AIM OF THE TASK: Could you output exactly the lines from the one containing "Find all labels, symbols" through the end of the records below, and nothing more?

Segment Start: ENTRIES SUPPLIED

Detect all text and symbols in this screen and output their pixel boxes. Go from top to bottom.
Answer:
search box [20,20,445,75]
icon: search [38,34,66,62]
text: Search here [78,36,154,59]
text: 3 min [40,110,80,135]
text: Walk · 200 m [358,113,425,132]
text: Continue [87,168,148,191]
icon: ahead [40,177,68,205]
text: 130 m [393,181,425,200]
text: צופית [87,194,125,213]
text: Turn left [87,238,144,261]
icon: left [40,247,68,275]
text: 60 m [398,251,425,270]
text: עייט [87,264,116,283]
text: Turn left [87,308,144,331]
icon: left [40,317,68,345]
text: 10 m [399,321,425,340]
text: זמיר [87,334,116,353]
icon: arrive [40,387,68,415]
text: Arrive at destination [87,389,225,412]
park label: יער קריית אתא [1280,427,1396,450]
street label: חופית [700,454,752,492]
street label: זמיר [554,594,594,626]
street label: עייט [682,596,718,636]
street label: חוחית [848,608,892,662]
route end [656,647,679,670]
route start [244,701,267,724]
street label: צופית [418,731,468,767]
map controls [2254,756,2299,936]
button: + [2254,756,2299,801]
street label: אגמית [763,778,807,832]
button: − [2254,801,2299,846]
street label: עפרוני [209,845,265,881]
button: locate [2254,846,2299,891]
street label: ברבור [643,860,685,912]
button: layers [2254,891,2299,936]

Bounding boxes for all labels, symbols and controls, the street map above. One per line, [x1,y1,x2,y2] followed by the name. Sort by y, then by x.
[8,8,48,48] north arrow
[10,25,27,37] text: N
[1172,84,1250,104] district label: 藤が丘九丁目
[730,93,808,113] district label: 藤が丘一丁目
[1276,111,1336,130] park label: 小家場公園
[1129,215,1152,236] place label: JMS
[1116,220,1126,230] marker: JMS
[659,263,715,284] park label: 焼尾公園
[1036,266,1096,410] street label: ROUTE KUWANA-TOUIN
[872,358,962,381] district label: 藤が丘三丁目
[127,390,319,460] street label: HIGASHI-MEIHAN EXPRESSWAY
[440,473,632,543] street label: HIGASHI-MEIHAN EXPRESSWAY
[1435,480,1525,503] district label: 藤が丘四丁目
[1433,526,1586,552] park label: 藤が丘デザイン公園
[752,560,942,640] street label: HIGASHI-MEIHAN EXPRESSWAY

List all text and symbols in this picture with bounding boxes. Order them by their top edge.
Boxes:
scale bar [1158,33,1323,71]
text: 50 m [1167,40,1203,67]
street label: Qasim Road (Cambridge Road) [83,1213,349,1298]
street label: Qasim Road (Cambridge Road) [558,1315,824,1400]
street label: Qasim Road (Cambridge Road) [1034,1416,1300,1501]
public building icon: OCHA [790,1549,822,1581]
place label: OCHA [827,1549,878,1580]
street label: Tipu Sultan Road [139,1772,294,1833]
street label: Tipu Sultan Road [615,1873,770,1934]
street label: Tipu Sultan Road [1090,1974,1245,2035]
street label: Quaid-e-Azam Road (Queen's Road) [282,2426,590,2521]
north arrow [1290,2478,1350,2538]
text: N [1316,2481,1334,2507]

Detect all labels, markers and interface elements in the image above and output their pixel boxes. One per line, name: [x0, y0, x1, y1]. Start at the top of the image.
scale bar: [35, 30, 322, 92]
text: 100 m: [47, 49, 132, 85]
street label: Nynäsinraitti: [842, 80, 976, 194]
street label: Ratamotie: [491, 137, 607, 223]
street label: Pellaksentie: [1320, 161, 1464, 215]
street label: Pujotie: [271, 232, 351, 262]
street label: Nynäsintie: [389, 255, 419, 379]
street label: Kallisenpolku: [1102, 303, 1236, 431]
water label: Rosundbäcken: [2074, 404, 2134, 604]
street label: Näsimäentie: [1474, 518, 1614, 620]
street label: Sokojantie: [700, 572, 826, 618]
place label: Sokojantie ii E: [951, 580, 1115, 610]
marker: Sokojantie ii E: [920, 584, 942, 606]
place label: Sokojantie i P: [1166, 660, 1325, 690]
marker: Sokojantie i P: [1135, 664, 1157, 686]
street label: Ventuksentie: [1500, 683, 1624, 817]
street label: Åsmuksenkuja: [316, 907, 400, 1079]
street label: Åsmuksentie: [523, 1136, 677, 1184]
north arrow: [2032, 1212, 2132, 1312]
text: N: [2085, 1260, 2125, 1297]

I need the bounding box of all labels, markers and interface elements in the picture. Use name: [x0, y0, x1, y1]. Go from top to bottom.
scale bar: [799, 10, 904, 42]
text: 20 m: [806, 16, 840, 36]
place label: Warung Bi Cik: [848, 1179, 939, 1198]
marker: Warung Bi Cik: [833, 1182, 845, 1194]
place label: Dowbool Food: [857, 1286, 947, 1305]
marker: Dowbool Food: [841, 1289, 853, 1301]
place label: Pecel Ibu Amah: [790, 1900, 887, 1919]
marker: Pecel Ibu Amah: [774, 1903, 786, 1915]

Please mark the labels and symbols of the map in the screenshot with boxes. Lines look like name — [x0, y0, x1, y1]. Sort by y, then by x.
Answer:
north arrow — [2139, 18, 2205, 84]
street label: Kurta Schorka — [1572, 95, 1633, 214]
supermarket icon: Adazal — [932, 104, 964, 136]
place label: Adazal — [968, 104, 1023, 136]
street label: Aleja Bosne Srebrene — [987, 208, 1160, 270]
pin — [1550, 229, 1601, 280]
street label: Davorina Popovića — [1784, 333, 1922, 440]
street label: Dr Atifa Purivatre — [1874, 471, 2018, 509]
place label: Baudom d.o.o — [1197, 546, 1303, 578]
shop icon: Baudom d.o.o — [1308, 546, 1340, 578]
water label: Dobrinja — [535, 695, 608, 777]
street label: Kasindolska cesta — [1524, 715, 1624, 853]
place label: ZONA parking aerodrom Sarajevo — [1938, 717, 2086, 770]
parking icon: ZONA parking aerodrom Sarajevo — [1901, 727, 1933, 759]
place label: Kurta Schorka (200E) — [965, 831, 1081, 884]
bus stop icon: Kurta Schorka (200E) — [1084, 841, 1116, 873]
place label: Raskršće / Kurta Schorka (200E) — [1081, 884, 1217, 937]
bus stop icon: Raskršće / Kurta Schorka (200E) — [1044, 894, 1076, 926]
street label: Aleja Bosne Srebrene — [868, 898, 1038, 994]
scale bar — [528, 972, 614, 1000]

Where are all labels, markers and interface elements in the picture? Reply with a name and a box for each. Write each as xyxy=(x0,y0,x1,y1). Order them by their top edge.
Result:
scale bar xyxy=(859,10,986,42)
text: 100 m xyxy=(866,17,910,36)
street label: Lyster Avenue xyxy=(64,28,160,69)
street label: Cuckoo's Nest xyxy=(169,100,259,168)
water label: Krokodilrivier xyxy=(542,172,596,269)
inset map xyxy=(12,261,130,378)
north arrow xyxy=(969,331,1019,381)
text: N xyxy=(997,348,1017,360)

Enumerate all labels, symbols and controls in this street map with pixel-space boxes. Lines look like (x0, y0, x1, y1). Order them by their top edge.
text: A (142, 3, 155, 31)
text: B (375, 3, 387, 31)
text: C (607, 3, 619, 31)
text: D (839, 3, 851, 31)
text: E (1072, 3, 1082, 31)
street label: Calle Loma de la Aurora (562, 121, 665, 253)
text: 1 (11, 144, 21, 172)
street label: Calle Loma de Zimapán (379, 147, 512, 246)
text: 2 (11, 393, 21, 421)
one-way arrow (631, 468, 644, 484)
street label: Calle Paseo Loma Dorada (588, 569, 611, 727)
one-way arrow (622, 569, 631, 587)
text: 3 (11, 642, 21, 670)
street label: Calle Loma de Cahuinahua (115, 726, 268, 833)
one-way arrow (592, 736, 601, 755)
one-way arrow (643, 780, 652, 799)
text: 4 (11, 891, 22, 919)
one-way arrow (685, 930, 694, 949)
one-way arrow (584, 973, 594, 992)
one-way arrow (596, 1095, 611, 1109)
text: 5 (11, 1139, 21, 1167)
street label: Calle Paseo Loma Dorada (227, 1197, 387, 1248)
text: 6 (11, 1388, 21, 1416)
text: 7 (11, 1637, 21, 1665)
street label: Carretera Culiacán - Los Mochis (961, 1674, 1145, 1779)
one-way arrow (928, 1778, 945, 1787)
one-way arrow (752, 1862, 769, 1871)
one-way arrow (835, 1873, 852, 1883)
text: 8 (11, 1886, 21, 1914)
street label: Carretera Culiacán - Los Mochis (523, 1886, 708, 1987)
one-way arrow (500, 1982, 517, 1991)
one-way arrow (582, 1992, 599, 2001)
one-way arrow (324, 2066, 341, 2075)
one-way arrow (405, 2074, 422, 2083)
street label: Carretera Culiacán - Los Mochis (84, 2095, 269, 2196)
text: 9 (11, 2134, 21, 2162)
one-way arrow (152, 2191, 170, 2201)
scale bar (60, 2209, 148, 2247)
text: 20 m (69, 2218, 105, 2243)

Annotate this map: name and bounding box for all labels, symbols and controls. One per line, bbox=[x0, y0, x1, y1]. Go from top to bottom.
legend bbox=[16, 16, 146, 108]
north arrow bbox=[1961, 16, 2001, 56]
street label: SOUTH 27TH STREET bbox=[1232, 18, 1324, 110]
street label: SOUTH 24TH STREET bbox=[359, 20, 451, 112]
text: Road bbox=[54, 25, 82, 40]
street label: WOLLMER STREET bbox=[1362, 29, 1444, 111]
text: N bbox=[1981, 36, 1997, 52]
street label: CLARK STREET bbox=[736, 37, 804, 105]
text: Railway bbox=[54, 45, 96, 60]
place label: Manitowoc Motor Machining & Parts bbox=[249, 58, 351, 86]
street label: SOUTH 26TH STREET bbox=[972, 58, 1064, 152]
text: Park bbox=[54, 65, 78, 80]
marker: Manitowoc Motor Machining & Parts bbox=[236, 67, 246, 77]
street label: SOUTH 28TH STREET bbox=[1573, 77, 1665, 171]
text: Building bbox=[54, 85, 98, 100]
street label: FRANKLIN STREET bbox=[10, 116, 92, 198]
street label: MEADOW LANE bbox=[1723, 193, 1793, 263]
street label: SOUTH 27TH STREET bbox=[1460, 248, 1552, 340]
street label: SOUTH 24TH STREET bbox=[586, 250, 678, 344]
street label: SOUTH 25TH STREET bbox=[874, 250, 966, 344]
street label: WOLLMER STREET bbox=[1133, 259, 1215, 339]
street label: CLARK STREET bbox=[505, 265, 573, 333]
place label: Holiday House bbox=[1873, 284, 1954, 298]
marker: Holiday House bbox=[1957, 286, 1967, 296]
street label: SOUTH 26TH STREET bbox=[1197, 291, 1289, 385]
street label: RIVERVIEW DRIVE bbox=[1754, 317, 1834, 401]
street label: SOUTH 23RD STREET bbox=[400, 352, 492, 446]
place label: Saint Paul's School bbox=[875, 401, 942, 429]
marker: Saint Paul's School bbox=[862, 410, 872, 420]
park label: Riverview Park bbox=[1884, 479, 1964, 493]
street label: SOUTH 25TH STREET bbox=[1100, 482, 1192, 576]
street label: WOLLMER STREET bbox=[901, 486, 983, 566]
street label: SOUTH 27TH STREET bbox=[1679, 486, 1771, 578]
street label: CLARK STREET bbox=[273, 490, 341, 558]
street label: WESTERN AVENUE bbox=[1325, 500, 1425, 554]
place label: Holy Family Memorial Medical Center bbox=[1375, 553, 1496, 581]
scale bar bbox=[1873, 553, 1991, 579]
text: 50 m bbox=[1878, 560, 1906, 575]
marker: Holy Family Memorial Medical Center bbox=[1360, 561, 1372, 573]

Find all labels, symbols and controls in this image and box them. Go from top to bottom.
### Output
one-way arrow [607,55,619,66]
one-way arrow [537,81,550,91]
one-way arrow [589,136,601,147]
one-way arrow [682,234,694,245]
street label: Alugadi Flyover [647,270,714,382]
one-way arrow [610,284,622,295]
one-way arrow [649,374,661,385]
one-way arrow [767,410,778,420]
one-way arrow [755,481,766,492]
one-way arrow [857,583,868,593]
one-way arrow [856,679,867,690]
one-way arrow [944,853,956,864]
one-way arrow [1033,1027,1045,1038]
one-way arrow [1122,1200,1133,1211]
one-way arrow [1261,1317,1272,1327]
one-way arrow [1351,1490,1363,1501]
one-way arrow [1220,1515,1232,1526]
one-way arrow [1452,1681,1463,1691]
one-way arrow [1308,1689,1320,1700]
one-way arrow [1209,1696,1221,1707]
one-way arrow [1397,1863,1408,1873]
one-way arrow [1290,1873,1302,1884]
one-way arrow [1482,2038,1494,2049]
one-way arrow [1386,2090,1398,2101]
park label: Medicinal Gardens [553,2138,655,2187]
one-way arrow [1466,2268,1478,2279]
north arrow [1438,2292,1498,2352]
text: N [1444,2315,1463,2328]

Segment End: ENTRIES SUPPLIED

SOLUTION:
Find all labels, symbols and controls in this image and box them. Go from top to bottom.
### Output
one-way arrow [607,55,619,66]
one-way arrow [537,81,550,91]
one-way arrow [589,136,601,147]
one-way arrow [682,234,694,245]
street label: Alugadi Flyover [647,270,714,382]
one-way arrow [610,284,622,295]
one-way arrow [649,374,661,385]
one-way arrow [767,410,778,420]
one-way arrow [755,481,766,492]
one-way arrow [857,583,868,593]
one-way arrow [856,679,867,690]
one-way arrow [944,853,956,864]
one-way arrow [1033,1027,1045,1038]
one-way arrow [1122,1200,1133,1211]
one-way arrow [1261,1317,1272,1327]
one-way arrow [1351,1490,1363,1501]
one-way arrow [1220,1515,1232,1526]
one-way arrow [1452,1681,1463,1691]
one-way arrow [1308,1689,1320,1700]
one-way arrow [1209,1696,1221,1707]
one-way arrow [1397,1863,1408,1873]
one-way arrow [1290,1873,1302,1884]
one-way arrow [1482,2038,1494,2049]
one-way arrow [1386,2090,1398,2101]
park label: Medicinal Gardens [553,2138,655,2187]
one-way arrow [1466,2268,1478,2279]
north arrow [1438,2292,1498,2352]
text: N [1444,2315,1463,2328]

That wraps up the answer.